We found that the PII of airmen were not properly secured to prevent unauthorized access due to serious security lapses in FAA’s management of user access to the system, and that only limited progress has been made in identifying airmen who receive disability benefits while holding medical certificates.  FAA has begun to take action to fix the weaknesses identified in this report in order to provide greater assurance that sensitive information is protected from misuse and airmen holding medical certificates are fit to fly. 

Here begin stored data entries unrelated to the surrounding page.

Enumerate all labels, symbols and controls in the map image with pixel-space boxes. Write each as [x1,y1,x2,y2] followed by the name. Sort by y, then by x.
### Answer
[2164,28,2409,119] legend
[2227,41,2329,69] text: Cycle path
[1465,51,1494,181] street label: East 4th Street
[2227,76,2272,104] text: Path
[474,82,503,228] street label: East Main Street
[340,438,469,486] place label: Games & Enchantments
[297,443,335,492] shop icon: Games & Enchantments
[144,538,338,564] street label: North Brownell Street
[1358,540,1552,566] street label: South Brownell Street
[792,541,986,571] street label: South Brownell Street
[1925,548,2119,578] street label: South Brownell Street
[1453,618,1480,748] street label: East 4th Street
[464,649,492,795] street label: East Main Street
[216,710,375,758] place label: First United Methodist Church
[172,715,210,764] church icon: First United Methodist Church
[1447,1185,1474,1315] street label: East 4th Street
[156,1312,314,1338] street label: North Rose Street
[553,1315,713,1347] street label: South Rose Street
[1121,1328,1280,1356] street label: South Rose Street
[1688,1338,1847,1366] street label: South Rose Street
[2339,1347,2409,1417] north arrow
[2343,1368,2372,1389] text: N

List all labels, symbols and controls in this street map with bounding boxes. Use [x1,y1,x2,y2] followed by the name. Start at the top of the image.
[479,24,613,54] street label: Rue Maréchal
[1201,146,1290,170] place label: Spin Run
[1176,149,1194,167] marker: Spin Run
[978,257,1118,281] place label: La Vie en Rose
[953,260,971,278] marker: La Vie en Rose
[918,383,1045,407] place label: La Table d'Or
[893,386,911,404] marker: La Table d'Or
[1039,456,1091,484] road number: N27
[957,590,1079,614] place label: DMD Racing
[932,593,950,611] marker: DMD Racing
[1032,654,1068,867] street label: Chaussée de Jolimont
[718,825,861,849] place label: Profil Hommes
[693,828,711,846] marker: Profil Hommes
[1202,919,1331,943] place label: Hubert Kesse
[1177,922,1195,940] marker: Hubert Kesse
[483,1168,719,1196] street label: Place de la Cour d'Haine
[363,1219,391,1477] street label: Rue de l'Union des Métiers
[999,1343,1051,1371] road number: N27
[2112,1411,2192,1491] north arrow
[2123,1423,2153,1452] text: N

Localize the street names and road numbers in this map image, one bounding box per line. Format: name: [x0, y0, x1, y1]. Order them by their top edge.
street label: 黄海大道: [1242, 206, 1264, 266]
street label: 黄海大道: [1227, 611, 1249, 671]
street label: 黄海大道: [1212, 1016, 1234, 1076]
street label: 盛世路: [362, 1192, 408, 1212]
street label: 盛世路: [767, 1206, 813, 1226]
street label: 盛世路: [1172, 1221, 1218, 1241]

This review was requested by the Chairmen of the House Committee on Transportation and Infrastructure and its Subcommittee on Aviation. 

Recommendations

Open

Closed

Closed on 08.28.2013
No. 1 to FAA

Finalize implementation of MSS application security administration improvements to ensure only authorized medical staff has access to MSS, as identified by the FAA's Federal Air Surgeon in June 26, 2009, internal memorandum and report progress to the FAA Administrator.

Closed on 03.17.2017
No. 2 to FAA

Implement restrictions on AME access to inactive airman records based on a need to know.

Closed on 10.24.2012
No. 3 to FAA

Develop documentation detailing the intended controls regarding how users function within their assigned security roles, how the MSS application enforces both access control and segregation of duties, and the features of the application to assist security administration.

Closed on 01.08.2016
No. 4 to FAA

Encrypt sensitive airmen PII stored in MSS as well as MSS user passwords, and develop agreements as appropriate to ensure airmen PII provided to other systems is also encrypted.

Closed on 03.02.2016
No. 5 to FAA

Implement multifactor user authentication, as required by OMB, and the Department's Secure Remote Access capability for all MSS users with remote access to sensitive PII.

Closed on 03.17.2017
No. 6 to FAA

Require and validate that all AMEs and their staff participate in the DOT security and privacy awareness training, as well as sign the DOT Rules of Behavior.

Closed on 10.11.2017
No. 7 to FAA

Implement the audit and accountability recommendations received during the previous certification and accreditation process to help identify inappropriate access to sensitive PII (abuse of access privileges) and ensure data extract/query has been erased within 90 days from its creation date.

Closed on 10.24.2012
No. 8 to FAA

Develop edit checks on the integrity of airman application data when entered into MSS.

Closed on 01.07.2011
No. 9 to FAA

Mitigate the vulnerabilities identified by OIG on MSS computers that could allow unauthorized access and potentially jeopardize confidentiality, integrity, and availability of sensitive PII.

Closed on 01.08.2016
No. 10 to FAA

Configure MSS computer systems in compliance with applicable Government standards including ensuring vendor security updates are applied, the Web site locks the user account after three unsuccessful attempts, all passwords on the MSS database are in compliance with standards, and that the application will enforce a session lock after 15-minute inactivity for all users in accordance with OMB and DOT guidance.

Closed on 12.06.2013
No. 11 to FAA

Perform and document security testing as a continual part of the MSS development process to confirm that security features remain in effect and are still functioning properly when system changes are made.

Closed on 07.08.2010
No. 12 to FAA

Acquire a back-up server, finalize the Memorandum of Understanding with the selected alternate processing site, and conduct a comprehensive contingency test at the alternate site in accordance with Government standards.

Closed on 07.08.2010
No. 13 to FAA

Upgrade the database system to a version supported by the software vendor.

Closed on 07.08.2010
No. 14 to FAA

Develop back-up database administration capability in the event the primary Database Administrator is unavailable.

Closed on 03.17.2017
No. 15 to FAA

Work with SSA and other disability benefits providers to establish a target completion date for performing computer matching to identify airmen applying for, or holding, medical certificates and receiving disability benefits.